Divorce may alter registration of wedding

A WICKLOW Catholic priest has warned that the automatic practice of priests registering Catholic church marriages as civil marriages…

A WICKLOW Catholic priest has warned that the automatic practice of priests registering Catholic church marriages as civil marriages might have to be changed following the introduction of divorce.

Father Arthur O'Neill, a curate in Rathnew, wrote in his parish newsletter earlier this month that until now the general and accepted practice for the registration of all Catholic marriages (although technically in law always the responsibility of the groom) was facilitated by the officiating priest signing and sending the State form to the local registrar."

However, with the Constitution and the law on marriage about to be changed "to embrace the possibility of dissolution by divorce", Father O'Neill warned that "the integrity of priests effectively acting as State registrars will most likely be raised once again".

For a priest to sign an official form that a marriage was validly solemnised "according to the rites of the Catholic Church" could "seem to presume that church and State share exactly the same understanding of the term `marriage'", Father O'Neill said yesterday.

READ MORE

He said he would hate his intervention "to be presented as the clergy being bad losers after the divorce referendum".

He stressed that the issue had been brought to his attention by a letter he had received from the Registrar General recently asking him not to sign the civil register after a wedding he is due to conduct next month "because the civil requirements have not been met".

Cases like this one, involving complications arising from a foreign divorce, made him think "that church and State are going to have to look again together at why the church registers weddings for the State in Ireland".

He said he would be happy with the situation in France and other continental countries where "no priest can celebrate a wedding unless that marriage has been previously recorded in the local town hall".

Neither would he have any problem with the British situation, where the civil registrar comes to the church after the wedding so that the couple can sign the civil registry.

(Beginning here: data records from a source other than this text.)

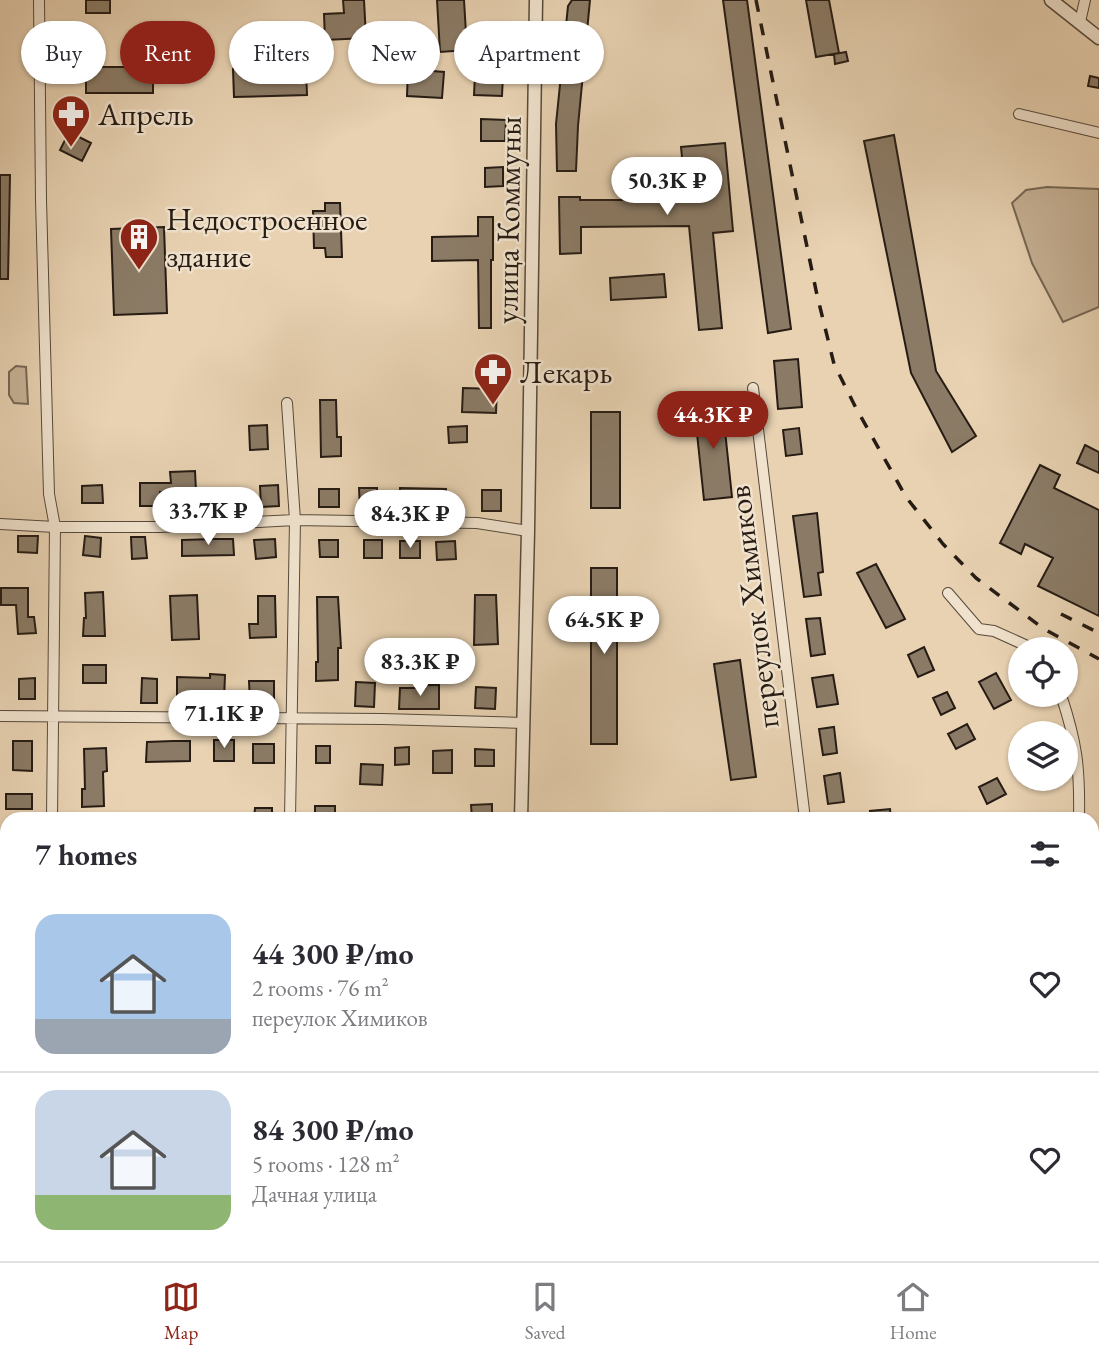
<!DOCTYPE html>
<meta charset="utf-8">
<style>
body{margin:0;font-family:"EB Garamond",serif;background:#f7f7f7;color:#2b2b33;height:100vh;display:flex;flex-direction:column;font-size:26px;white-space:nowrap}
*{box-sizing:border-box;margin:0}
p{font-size:23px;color:#7c7c81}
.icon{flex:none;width:38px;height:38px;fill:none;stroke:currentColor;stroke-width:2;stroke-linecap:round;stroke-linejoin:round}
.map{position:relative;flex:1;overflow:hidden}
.drawer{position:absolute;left:0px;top:812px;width:1099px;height:450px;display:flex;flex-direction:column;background:#fff;border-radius:21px 21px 0 0;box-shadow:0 2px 5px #0004}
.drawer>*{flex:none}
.guide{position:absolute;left:21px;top:21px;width:700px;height:63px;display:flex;gap:14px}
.buttons{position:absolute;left:1008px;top:637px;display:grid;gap:14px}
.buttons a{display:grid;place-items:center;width:70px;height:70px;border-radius:50%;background:#fff;box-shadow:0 2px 5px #0004;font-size:35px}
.price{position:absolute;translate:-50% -60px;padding:0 16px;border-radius:24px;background:#fff;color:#222;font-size:23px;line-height:46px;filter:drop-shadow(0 2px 4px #0008)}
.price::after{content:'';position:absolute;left:50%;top:42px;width:21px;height:16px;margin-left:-10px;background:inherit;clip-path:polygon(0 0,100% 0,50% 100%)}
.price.current{background:#8f2418;color:#fff}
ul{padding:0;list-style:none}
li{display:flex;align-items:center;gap:21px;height:175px;padding:0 35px}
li+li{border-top:2px solid #e1e1e2}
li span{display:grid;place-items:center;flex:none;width:196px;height:140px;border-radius:21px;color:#555}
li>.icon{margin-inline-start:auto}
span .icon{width:84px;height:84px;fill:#fffc;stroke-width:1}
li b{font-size:30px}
h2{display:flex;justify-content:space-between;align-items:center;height:84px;padding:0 35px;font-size:30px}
.tag{padding:0 24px;border-radius:32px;background:#fff;box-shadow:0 2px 5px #0004;font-size:24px;line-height:63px}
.tag.current{background:#8f2418;color:#fff}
.tabs{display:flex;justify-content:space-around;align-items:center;height:98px;border-top:2px solid #e1e1e2;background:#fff;font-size:19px;color:#7c7c81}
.tabs a{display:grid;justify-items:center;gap:4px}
.tabs .current{color:#8f2418}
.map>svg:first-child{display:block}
.green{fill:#c7b397;stroke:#766856;stroke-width:2}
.building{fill:#8b7b66;stroke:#261c14;stroke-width:2}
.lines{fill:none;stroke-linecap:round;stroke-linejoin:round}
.minor-casing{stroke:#564a3c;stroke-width:12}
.tertiary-casing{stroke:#564a3c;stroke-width:15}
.minor{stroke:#f0e2cd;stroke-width:10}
.tertiary{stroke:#f0e2cd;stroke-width:12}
.rail{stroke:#261c14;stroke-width:3.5;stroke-dasharray:12 12;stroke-linecap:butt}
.labels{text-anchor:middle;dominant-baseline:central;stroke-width:5;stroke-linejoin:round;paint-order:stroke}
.poi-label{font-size:32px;fill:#261c14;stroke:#f0e2cd;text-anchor:start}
.street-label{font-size:32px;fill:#261c14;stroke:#f0e2cd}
</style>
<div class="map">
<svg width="1099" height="1261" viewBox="0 0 1099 1261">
<rect width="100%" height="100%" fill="#e8d2b2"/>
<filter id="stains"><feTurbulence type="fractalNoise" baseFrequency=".00286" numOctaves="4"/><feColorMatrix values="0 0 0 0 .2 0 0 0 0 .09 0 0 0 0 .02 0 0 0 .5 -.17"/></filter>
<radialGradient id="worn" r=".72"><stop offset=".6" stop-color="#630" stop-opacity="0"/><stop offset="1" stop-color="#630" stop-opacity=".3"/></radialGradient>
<path class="green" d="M 1047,187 L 1099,189 L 1099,307 L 1063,322 L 1032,263 L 1012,203 L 1026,190 Z
M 16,366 L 26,367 L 28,404 L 14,403 L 9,395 L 9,372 Z"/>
<path class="building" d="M 86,0 L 110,0 L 110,13 L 86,13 Z
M 343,0 L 364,0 L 366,38 L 325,40 L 324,14 L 344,13 Z
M 437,0 L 464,0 L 467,50 L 440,52 Z
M 572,0 L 590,0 L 578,126 L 576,171 L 557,171 L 556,124 L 568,6 Z
M 723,0 L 747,0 L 791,329 L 768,333 Z
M 806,0 L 829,0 L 839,53 L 816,57 Z
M 846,52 L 848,61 L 835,64 L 834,54 Z
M 86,67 L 153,67 L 153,93 L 86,93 Z
M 306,67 L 307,95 L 234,97 L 233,69 Z
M 408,69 L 444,72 L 442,98 L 407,96 Z
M 475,74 L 503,75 L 502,96 L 474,95 Z
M 1090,76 L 1099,78 L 1099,88 L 1088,86 Z
M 481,119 L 506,120 L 505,141 L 481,141 Z
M 69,132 L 91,143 L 82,161 L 60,150 Z
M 894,135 L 936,371 L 976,436 L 952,452 L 911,373 L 864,141 Z
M 725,143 L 733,231 L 713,233 L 722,328 L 699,330 L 689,226 L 581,227 L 581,253 L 560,254 L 559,197 L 580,197 L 580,200 L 622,200 L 621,163 L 643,162 L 644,199 L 686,199 L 681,147 Z
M 503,167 L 503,186 L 485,187 L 485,168 Z
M 0,175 L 10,175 L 8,279 L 0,279 Z
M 325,203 L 340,203 L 342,257 L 326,257 L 325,248 L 314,248 L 313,211 L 325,211 Z
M 478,217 L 493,217 L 493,260 L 491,260 L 491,328 L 479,328 L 478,260 L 432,261 L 432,237 L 478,236 Z
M 164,227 L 167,313 L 114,315 L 111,229 Z
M 664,274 L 666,297 L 611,300 L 610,278 Z
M 798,359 L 802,407 L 778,409 L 774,361 Z
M 463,388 L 497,389 L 496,413 L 462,412 Z
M 320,400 L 336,400 L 337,437 L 341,437 L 341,456 L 321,457 Z
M 722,402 L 732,497 L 704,500 L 694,405 Z
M 591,412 L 620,412 L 620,508 L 591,508 Z
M 267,425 L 268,449 L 250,450 L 249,426 Z
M 467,426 L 467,442 L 449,443 L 448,427 Z
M 799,428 L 802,454 L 786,456 L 783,430 Z
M 1085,445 L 1099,452 L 1099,473 L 1077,463 Z
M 1040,465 L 1060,475 L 1054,488 L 1099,510 L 1099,616 L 1038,586 L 1053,558 L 1025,544 L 1021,554 L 1000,543 Z
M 195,471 L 196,491 L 160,492 L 160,506 L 140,506 L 140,483 L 171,483 L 170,472 Z
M 102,485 L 103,503 L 82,503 L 82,486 Z
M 278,485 L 279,506 L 261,507 L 260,486 Z
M 359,488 L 377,488 L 377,507 L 360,507 Z
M 400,488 L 446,489 L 445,509 L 434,509 L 434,505 L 400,507 Z
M 240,489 L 240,504 L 222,504 L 222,490 Z
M 319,489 L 339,489 L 339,507 L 319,507 Z
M 482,490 L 501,490 L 501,511 L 482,511 Z
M 817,513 L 823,572 L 818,573 L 821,595 L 804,597 L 793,516 Z
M 18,536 L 38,536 L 37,553 L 18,552 Z
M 85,536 L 101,538 L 100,557 L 83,555 Z
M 131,537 L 145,537 L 147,558 L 132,559 Z
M 214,539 L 233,539 L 234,555 L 182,556 L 182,540 Z
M 275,539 L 276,557 L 256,559 L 254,540 Z
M 319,540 L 338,540 L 338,557 L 320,557 Z
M 364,540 L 382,540 L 382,558 L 364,558 Z
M 400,541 L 420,541 L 420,558 L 400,558 Z
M 455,541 L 456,559 L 437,560 L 436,542 Z
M 876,564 L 905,619 L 886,628 L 857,573 Z
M 591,568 L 617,568 L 617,744 L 591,744 Z
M 1,588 L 28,588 L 28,617 L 34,617 L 36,633 L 18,634 L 16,605 L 1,605 Z
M 103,592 L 105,636 L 83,636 L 84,618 L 86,618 L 85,593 Z
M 197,595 L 199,639 L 172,640 L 170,596 Z
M 475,595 L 496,595 L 498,644 L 474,645 Z
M 258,596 L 275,596 L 276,637 L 250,638 L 249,624 L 258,624 Z
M 317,597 L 338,597 L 341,648 L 338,648 L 338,680 L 316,681 L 316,662 L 318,662 Z
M 820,618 L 825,654 L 811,656 L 806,619 Z
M 924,647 L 934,670 L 918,677 L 908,655 Z
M 740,660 L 756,777 L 731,780 L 714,664 Z
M 83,665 L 106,665 L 106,683 L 83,683 Z
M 996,673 L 1011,700 L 994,709 L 979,682 Z
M 210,674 L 225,675 L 224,700 L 177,700 L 177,677 L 210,678 Z
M 833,675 L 838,704 L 817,707 L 812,678 Z
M 35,678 L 35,699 L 19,699 L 19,679 Z
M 142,678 L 157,679 L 157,703 L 141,703 Z
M 249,681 L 274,681 L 274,704 L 250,704 Z
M 356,682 L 375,683 L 374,707 L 355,706 Z
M 425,685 L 439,685 L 439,709 L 399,709 L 400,688 L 425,688 Z
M 476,687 L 496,688 L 495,709 L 475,708 Z
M 947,692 L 955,708 L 941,715 L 933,698 Z
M 967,724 L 975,739 L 956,749 L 948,734 Z
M 834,727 L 837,753 L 823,755 L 819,729 Z
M 214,740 L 234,740 L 234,761 L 214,761 Z
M 13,741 L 32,741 L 32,771 L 13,770 Z
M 173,741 L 190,741 L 190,761 L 146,762 L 147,742 Z
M 253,744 L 274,744 L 274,763 L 253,763 Z
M 316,746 L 330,746 L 330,763 L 316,763 Z
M 409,747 L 409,764 L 395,765 L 395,748 Z
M 106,748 L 107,771 L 103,772 L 104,806 L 82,807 L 82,789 L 85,789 L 84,749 Z
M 475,749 L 494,750 L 494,766 L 475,766 Z
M 452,750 L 452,773 L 433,773 L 433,751 Z
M 361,764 L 383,765 L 382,785 L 360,784 Z
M 840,773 L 844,802 L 828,804 L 824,776 Z
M 997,778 L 1006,794 L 987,804 L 979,787 Z
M 6,794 L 32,794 L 32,809 L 6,809 Z
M 492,804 L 492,819 L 472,819 L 471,805 Z
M 315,806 L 335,806 L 335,819 L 315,819 Z
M 255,808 L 272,808 L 272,819 L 254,819 Z
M 890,809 L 891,819 L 871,819 L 870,811 Z"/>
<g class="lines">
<g class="minor-casing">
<path id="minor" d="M 39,0 L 41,200 L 49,494 L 55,527 L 52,819
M 1080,22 L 1085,0
M 1019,114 L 1099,133
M 753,388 L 805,819
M 287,403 L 295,520 L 290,819
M 0,524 L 55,527 L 160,527 L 295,520 L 477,523 L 528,531
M 948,593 L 979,629 L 994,631 L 1034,649
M 1061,695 C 1077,743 1080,768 1079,819
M 0,716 L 382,719 L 524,723
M 0,1033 L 7,1033
M 1092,1047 L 1099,1047
M 49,1261 L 49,1255
M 1067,1261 L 1067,1255"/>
</g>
<g class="tertiary-casing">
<path id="tertiary" d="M 1051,0 L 1099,38
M 521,819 L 528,531 L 536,0
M 508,1261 L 509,1255"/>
</g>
<use href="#minor" class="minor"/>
<use href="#tertiary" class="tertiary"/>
<path class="rail" d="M 756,0 L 817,295 L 834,364 L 856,408 L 906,497 L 943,544 L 976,578 L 1044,629 L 1099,659
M 1061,614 L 1099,633"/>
</g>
<defs>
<g id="pharmacy-pin" transform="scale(2.0125)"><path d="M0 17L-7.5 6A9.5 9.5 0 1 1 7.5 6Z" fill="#8f2418" stroke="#f0e2cd"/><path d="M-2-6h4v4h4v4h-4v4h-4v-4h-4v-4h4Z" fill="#fff"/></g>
<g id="building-pin" transform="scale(2.0125)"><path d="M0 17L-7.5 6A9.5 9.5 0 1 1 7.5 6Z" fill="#8f2418" stroke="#f0e2cd"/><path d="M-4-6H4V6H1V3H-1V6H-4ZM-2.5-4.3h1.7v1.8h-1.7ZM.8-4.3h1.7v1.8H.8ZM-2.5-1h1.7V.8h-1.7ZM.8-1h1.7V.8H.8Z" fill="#fff"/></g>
</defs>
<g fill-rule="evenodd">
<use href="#pharmacy-pin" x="71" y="114"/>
<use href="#building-pin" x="139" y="237"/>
<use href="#pharmacy-pin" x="493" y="372"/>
</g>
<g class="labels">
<g class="poi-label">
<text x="98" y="114">Апрель</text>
<text x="166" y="219">Недостроенное<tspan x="166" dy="37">здание</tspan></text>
<text x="520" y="372">Лекарь</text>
</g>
<g class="street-label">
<text transform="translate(508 220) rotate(-89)">улица Коммуны</text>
<text transform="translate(753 607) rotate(-97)">переулок Химиков</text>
</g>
</g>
<rect width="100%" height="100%" filter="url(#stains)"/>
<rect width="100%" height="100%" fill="url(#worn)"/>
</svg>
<div class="buttons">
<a><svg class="icon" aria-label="locate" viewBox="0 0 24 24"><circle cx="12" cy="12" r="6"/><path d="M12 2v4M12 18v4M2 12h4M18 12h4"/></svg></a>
<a><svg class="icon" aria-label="layers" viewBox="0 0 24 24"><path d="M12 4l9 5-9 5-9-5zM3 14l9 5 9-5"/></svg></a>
</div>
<b class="price" style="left:667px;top:217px">50.3K ₽</b>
<b class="price current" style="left:713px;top:451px">44.3K ₽</b>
<b class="price" style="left:208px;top:547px">33.7K ₽</b>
<b class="price" style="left:410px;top:550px">84.3K ₽</b>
<b class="price" style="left:604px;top:656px">64.5K ₽</b>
<b class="price" style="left:420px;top:698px">83.3K ₽</b>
<b class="price" style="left:224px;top:750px">71.1K ₽</b>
<div class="guide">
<a class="tag">Buy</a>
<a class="tag current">Rent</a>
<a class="tag">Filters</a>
<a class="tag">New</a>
<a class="tag">Apartment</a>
</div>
<section class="drawer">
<h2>7 homes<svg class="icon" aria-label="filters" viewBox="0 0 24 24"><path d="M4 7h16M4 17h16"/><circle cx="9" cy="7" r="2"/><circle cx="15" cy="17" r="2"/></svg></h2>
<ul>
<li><span style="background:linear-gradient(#a9c7e8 75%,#9aa5b1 0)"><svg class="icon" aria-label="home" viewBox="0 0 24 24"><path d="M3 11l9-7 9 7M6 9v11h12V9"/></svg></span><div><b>44 300 ₽/mo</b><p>2 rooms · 76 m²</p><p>переулок Химиков</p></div><svg class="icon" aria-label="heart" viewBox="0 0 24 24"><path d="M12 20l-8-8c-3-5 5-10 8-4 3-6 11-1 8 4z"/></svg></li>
<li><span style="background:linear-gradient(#c9d6e8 75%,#8fb573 0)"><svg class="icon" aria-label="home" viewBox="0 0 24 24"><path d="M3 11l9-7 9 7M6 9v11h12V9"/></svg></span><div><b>84 300 ₽/mo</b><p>5 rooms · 128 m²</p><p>Дачная улица</p></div><svg class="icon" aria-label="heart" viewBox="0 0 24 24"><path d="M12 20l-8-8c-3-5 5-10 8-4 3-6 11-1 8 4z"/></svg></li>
</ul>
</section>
</div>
<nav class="tabs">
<a class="current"><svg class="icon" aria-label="map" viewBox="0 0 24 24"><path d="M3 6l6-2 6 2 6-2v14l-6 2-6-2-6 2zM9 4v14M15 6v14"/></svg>Map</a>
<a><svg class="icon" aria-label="saved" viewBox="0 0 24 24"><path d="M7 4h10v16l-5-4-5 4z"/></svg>Saved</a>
<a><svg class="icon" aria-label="home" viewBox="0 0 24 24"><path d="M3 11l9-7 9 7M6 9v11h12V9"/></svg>Home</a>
</nav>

However, this would mean a significant increase in the number of civil registrars employed by the State.

Father O'Neill quoted a radio answer by the Minister for Equality and Law Reform, Mr Taylor, in which he had said that in the event of divorce being introduced only a few additional registrars would be needed.

A spokesman for the Department of Equality and Law Reform said yesterday a review was under way into the whole system of registering births, deaths and marriages but its results would not be ready for at least another year.